For movie review number 300 I watched this third entry in the Psycho series, and whilst I enjoyed it, it was apparent that each sequel seems to be slightly less appealing than the last.
Set one month after the events of Psycho II, this third film sees nun on the run Maureen avoid a sexual assault by Jeff Fahey only to wind up staying at the Bates Motel where Jeff Fahey has just been hired as assistant manager. Considering that she goes through all of this after having just accidentally killed a nun whilst trying to top herself, it's no wonder that she soon tries it again, which kicks off a disastrous chain of events.
Norman saves the lost soul and begins displaying signs of affection towards Maureen, which ultimately leads to a relapse and mother soon returns.
For starters the film feels like a Psycho movie which is good. Anthony Perkins creates further sympathy for the character and creates a number of well paced moments in his directorial debut through use of props, and even recreates some sequences from the original with twists, however the teen slasher element is introduced thanks to a bus load of football players and cheerleaders.

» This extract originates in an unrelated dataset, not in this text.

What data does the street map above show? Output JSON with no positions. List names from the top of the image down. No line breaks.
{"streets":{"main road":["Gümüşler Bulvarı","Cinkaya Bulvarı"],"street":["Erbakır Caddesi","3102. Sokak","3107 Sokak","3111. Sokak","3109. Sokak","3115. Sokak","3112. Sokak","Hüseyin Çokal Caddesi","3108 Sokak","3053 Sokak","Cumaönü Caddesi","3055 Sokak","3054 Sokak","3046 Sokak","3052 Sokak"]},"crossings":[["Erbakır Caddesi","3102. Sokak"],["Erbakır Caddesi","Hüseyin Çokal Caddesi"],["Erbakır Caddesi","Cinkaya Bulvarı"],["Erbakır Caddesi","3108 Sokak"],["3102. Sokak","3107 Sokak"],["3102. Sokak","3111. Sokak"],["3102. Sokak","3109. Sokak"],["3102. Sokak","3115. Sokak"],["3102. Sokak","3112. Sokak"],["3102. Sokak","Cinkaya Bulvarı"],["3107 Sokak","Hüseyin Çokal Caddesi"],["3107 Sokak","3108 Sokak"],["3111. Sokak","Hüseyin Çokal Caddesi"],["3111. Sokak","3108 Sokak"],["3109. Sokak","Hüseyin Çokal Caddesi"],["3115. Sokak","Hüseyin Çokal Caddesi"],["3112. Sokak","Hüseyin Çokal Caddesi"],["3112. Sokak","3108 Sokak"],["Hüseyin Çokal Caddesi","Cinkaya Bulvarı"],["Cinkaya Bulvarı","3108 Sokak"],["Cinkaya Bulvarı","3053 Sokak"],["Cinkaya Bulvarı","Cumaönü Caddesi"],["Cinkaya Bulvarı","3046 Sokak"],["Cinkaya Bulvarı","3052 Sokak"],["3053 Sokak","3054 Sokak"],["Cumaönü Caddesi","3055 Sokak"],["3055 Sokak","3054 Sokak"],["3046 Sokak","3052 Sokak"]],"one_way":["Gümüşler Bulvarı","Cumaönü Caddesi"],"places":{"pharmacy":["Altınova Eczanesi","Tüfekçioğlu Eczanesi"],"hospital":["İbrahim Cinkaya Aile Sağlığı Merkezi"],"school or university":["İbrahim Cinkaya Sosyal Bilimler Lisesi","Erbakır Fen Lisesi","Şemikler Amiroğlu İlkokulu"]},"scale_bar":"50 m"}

The film works for the most part, but Jeff Fahey is underused and the inclusion of tough talking journalist Tracy Venable makes it feel a little like a retread of the first sequel.
There are a few moments of light relief, some nice uses of religious iconography and a lot more blood than you saw in the original. The cast are all good and it doesn't outstay it's welcome, and it also manages to further complicate the legacy of the Bates family which is good, but it lessens the impact of the previous film's climax by doing so.
A bit of a mixed bag. I enjoyed the film and it fits nicely into the series, but it is noticeably weaker than the original and the first sequel. If you haven't seen it you might be pleasantly surprised. It's certainly better than the pointless remake.